Four out of 10 insolvent debtors owed tax when they filed their tax returns in 2021. Personal income tax, HST, source deduction, and wealth tax are all examples of outstanding taxes.
Another worrying phenomenon is the increasing number of insolvent debtors grappling with student loan obligations. The average student loan debt among those who filed for student loans was $17,005, up 11.5% since the annual survey began in 2011.
“Emergency student loan relief doesn’t help everyone in the form of deferral and interest relief available during COVID-19 and was a factor in high outstanding student loan balances upon bankruptcy filing,” Hoyes said. “The pandemic has worsened the long-term repayment situation for many millennials, as they are more likely to work in precarious employment impacted by the COVID-19 lockdown.”

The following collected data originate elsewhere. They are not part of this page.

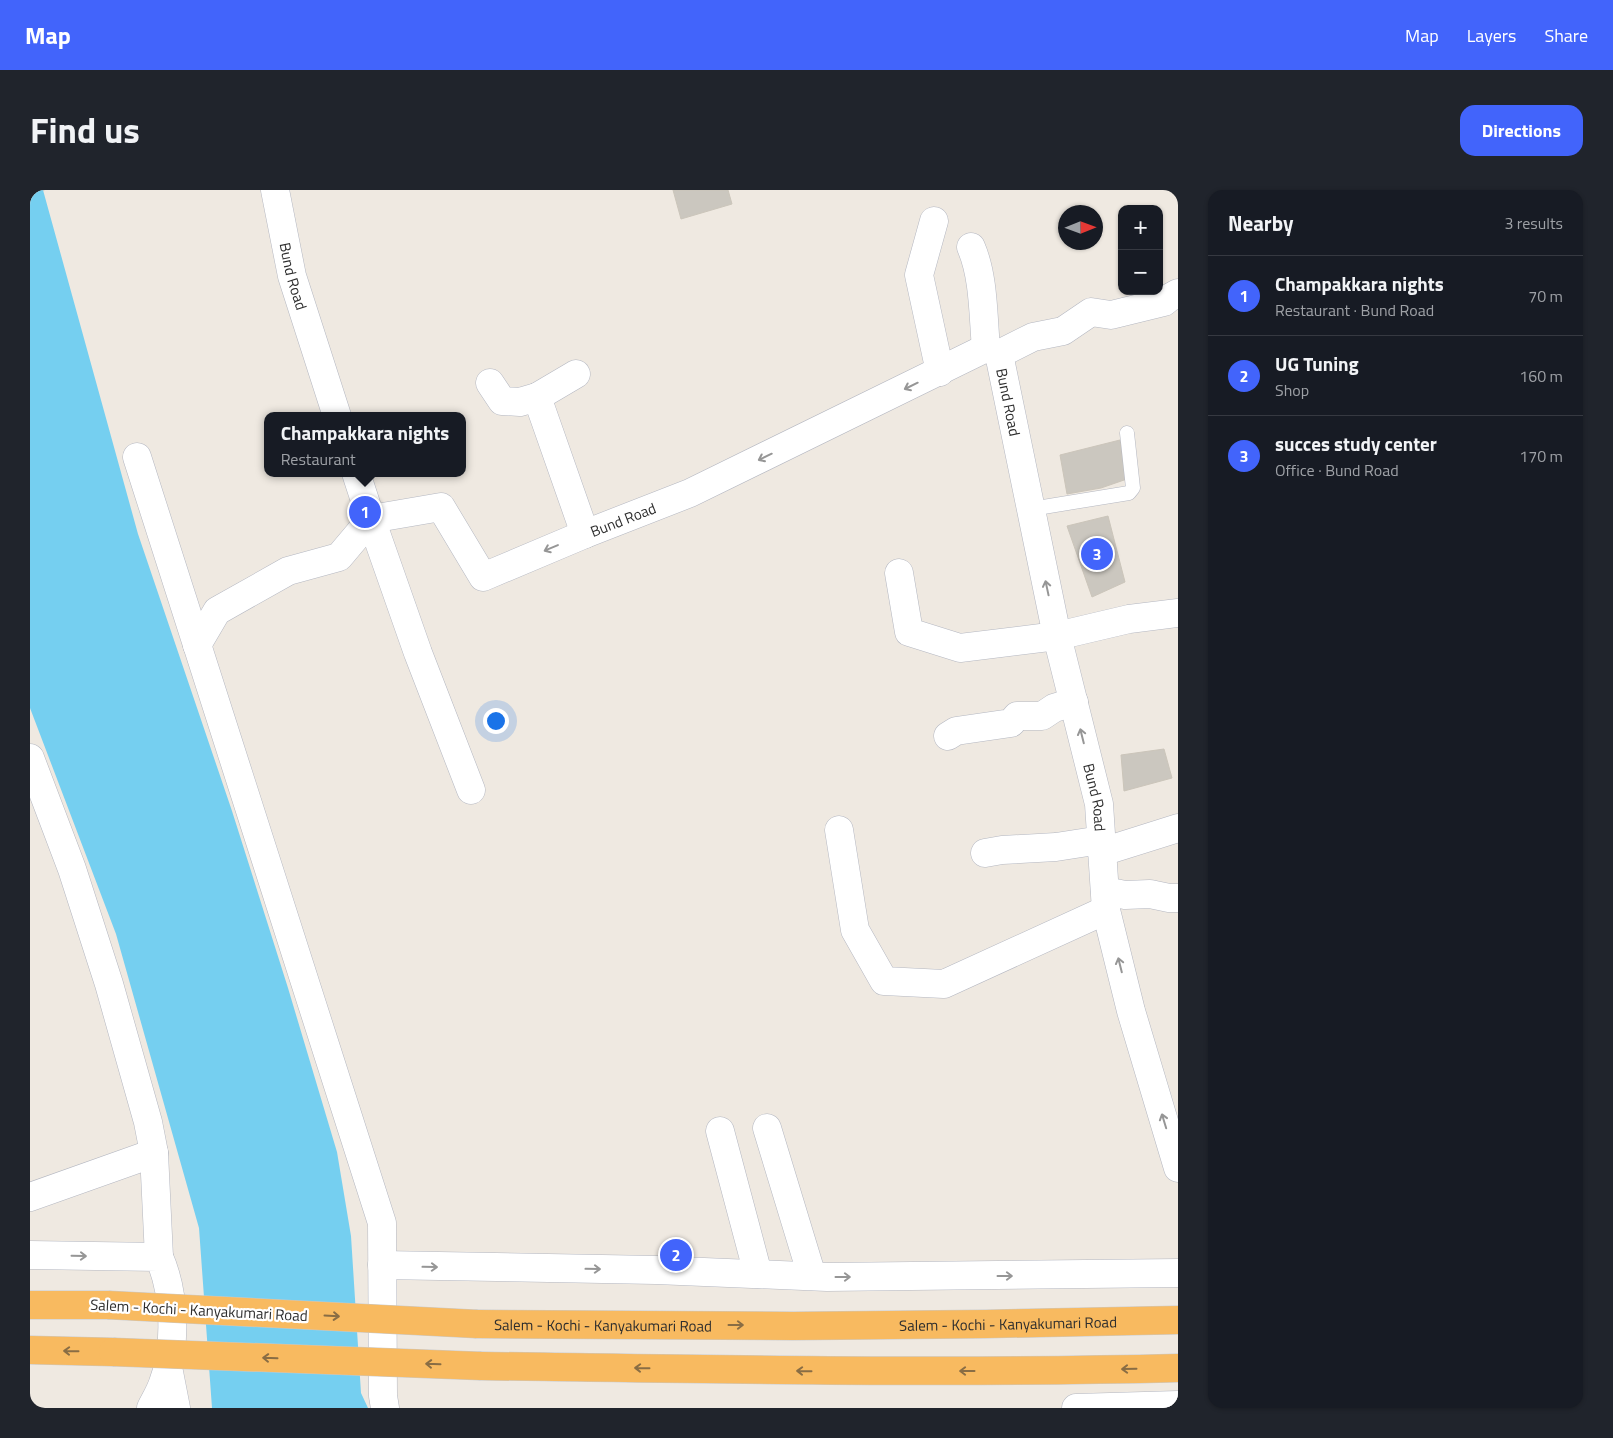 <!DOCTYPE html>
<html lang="en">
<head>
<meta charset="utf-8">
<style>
  :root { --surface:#171b24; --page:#20242c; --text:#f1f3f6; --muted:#9ea1a6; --line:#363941; --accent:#4264fb }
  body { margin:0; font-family:"Titillium Web",sans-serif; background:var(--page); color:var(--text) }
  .controls { position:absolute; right:15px; top:15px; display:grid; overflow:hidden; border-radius:10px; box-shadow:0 1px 4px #0004 }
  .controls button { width:45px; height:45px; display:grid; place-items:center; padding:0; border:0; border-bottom:1px solid var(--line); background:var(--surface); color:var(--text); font:25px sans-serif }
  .compass { position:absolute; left:1028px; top:15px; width:45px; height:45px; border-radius:50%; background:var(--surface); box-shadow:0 1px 4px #0004; rotate:89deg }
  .you { position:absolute; left:465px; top:530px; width:18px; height:18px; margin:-12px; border:4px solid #fff; border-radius:50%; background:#1a73e8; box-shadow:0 0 0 8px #1a73e833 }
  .badge { display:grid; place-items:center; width:32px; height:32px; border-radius:50%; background:var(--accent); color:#fff; font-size:16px; font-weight:700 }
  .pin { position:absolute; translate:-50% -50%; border:2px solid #fff; box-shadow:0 1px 5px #0006 }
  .popup { position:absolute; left:234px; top:222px; width:202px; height:65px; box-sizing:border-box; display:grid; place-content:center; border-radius:10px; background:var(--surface); filter:drop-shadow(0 1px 4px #0005); font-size:16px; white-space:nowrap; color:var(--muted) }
  .popup b { font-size:19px; color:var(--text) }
  .popup::after { content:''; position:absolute; left:50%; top:100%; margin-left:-10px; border:10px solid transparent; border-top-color:var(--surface) }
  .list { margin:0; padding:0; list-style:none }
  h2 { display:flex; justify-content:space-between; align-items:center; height:65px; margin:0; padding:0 20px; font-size:21px }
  h2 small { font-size:16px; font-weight:400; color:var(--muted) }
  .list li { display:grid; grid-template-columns:32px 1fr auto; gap:15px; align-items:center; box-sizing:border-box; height:80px; padding:0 20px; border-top:1px solid var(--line) }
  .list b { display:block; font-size:19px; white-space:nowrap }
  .list p { margin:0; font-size:16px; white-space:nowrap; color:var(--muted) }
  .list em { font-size:16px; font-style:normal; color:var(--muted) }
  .map { position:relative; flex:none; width:1148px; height:1218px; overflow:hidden; border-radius:15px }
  header { display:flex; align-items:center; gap:30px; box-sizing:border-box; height:70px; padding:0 25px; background:var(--accent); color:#fff }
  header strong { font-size:24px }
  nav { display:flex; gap:28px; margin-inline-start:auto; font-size:18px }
  .intro { display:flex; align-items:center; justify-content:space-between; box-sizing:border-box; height:120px; padding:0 30px }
  h1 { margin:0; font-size:35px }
  .button { padding:12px 22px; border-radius:15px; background:var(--accent); color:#fff; font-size:18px; font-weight:700 }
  main { display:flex; gap:30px; padding:0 30px }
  aside { flex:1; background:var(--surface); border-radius:15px; box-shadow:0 1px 4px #0004 }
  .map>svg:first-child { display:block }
</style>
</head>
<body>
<header>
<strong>Map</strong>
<nav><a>Map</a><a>Layers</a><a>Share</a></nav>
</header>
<div class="intro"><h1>Find us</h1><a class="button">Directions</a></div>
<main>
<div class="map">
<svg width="1148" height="1218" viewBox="0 0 1148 1218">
  <rect width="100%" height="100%" fill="#efe9e1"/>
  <!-- water -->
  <path fill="#75cff0" d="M0,0H13L108,344L202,621L258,798L307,962L321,1046L331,1203L338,1218H182L169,1038L86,744L0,518Z"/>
  <!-- building -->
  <g fill="#cbc7bf" stroke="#cbc5ba">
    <path d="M643,0H698L702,14L651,29Z"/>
    <path d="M1090,250L1097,289L1071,298L1037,304L1030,265Z"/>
    <path d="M1078,326L1095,392L1062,407L1037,336Z"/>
    <path d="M1134,559L1142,588L1094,601L1091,565Z"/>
  </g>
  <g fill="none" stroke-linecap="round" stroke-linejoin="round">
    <defs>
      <path id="service" d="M1001,319L1099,303L1103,298L1097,243"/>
      <g id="minor">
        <path d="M904,31L889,85L910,182"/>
        <path d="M941,57C954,87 953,126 956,158"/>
        <path d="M969,164L1003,147L1033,141L1061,122L1081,125L1134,112L1139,108L1148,103"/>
        <path d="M460,193L472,211L490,212L507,207L555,344"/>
        <path d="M507,207L546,184"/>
        <path d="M107,267L352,1033L353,1206L355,1218"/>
        <path d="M341,329L388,463L441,600"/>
        <path d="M869,383L879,442L930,458L1027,446L1099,429L1148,423"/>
        <path d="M918,546L926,541L981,533L987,526H1012L1024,518L1044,512"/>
        <path d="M0,568L42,679L79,794L118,932L124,963L129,1067"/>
        <path d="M809,640L825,740L854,791L914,794L1076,720"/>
        <path d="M1072,662L1148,638"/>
        <path d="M955,663L972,660L1026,657L1071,650"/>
        <path d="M1075,701L1095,705L1120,704L1139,708H1148"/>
        <path d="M737,938L782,1086"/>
        <path d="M690,941L728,1084"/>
        <path d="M0,1007L124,963"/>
        <path d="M352,1075L626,1080L797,1087L1148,1083"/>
        <path d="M138,1177L146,1218"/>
        <path d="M1046,1218L1148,1215"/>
      </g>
      <g id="tertiary">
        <path id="s1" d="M245,0L262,86L307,226"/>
        <path d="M326,283L341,329"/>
        <path id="s2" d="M341,329L411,317L453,387L555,344L660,303L956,158L969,164L1027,446L1069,614L1076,720L1101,821L1148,978"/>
        <path d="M167,455L187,421L258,381L309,367L341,329"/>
        <path d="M0,1065L129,1067C145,1103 147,1156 133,1193C130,1202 125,1210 121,1218"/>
      </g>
      <g id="trunk">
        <path d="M0,1115H78"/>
        <path id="s3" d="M447,1134L763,1136L956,1134L1148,1130"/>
        <path d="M0,1160L83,1162"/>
        <path d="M451,1176C684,1179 916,1184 1148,1178"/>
      </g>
    </defs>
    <!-- service casing -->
    <use href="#service" stroke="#b4b7c1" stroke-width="15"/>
    <!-- minor casing -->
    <use href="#minor" stroke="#b4b7c1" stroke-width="29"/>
    <!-- tertiary casing -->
    <use href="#tertiary" stroke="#b4b7c1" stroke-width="29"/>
    <!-- trunk casing -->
    <use href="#trunk" stroke="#c9c9c9" stroke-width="29"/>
    <!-- service -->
    <use href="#service" stroke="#fff" stroke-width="14"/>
    <!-- minor -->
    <use href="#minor" stroke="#fff" stroke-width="28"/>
    <!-- tertiary -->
    <use href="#tertiary" stroke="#fff" stroke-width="28"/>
    <!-- trunk -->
    <use href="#trunk" stroke="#f8ba60" stroke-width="28"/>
    <defs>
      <g id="trunk-bridge">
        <path d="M78,1115L447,1134"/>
        <path d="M83,1162L451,1176"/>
      </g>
    </defs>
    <!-- trunk-bridge casing -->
    <use href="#trunk-bridge" stroke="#c9c9c9" stroke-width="29" stroke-linecap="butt"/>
    <!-- trunk-bridge -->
    <use href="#trunk-bridge" stroke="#f8ba60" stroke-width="28"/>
  </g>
  <!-- one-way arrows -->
  <defs><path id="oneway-shaft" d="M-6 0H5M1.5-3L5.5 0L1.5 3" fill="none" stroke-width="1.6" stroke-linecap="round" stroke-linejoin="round" transform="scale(1.25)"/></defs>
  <g stroke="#969696">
    <use href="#oneway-shaft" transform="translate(881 196) rotate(154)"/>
    <use href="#oneway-shaft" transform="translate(735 267) rotate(154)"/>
    <use href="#oneway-shaft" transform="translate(521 358) rotate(157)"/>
    <use href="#oneway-shaft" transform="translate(1017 398) rotate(-102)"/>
    <use href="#oneway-shaft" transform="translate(1052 546) rotate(-104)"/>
    <use href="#oneway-shaft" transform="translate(1090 775) rotate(-104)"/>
    <use href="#oneway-shaft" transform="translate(1134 931) rotate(-107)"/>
    <use href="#oneway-shaft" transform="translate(49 1066) rotate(1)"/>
    <use href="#oneway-shaft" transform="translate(400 1077) rotate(1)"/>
    <use href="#oneway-shaft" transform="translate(563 1079) rotate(1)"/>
    <use href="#oneway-shaft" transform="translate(975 1086)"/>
    <use href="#oneway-shaft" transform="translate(813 1087)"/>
  </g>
  <g stroke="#896d44">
    <use href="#oneway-shaft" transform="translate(302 1126) rotate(3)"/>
    <use href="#oneway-shaft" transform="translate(706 1135)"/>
    <use href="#oneway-shaft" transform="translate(41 1161) rotate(-179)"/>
    <use href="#oneway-shaft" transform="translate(240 1168) rotate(-178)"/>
    <use href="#oneway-shaft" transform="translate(403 1174) rotate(-178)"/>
    <use href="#oneway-shaft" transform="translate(612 1178) rotate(-179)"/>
    <use href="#oneway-shaft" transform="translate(1099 1179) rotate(179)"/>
    <use href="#oneway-shaft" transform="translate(774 1181) rotate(-179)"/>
    <use href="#oneway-shaft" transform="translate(937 1181) rotate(180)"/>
  </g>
  <g text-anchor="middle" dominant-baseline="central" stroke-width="4.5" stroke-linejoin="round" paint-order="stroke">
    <!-- street labels -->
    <g font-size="15" fill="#2e2e2e" stroke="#fff">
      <text stroke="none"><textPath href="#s1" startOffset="88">Bund Road</textPath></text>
      <text stroke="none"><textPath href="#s2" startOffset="769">Bund Road</textPath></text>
      <text stroke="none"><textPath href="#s2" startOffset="304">Bund Road</textPath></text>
      <text stroke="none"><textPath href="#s2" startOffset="1174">Bund Road</textPath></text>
      <text transform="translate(169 1120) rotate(3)">Salem - Kochi - Kanyakumari Road</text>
      <text stroke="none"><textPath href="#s3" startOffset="531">Salem - Kochi - Kanyakumari Road</textPath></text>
      <text stroke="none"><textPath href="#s3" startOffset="126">Salem - Kochi - Kanyakumari Road</textPath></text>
    </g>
  </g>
</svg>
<div class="controls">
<button>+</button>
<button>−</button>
</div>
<svg class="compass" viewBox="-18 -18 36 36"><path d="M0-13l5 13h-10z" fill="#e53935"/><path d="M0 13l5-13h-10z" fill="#9ea1a6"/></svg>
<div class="you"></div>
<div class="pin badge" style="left:335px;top:322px">1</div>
<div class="popup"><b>Champakkara nights</b>Restaurant</div>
<div class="pin badge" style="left:646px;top:1065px">2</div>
<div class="pin badge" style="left:1067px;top:364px">3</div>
</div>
<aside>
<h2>Nearby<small>3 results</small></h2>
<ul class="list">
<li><span class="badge">1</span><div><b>Champakkara nights</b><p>Restaurant · Bund Road</p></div><em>70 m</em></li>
<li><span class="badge">2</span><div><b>UG Tuning</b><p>Shop</p></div><em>160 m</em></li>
<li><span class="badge">3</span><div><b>succes study center</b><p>Office · Bund Road</p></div><em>170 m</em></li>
</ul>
</aside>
</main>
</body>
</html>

According to Licensed Insolvency Trustee Ted Michaelos, “Heavily indebted Canadians simply can’t seem to catch a break. COVID-19 has decimated our average client’s income, yet their housing and other costs of living continue to rise.” There are signs, without reason.
Overall, bankrupt tax debtors owed $63,572 in total unsecured debt, which was 25.3% more than the average bankrupt debtor’s total unsecured debt. In addition, one in ten (11%) self-employed people are bankrupt, with 7% citing company failure as the reason for their bankruptcy (compared to 4% for the average debtor). Those with tax debt had a 6.3% drop in income (compared to a 2.0% drop for all debtors), and 17% were unemployed (versus 15%).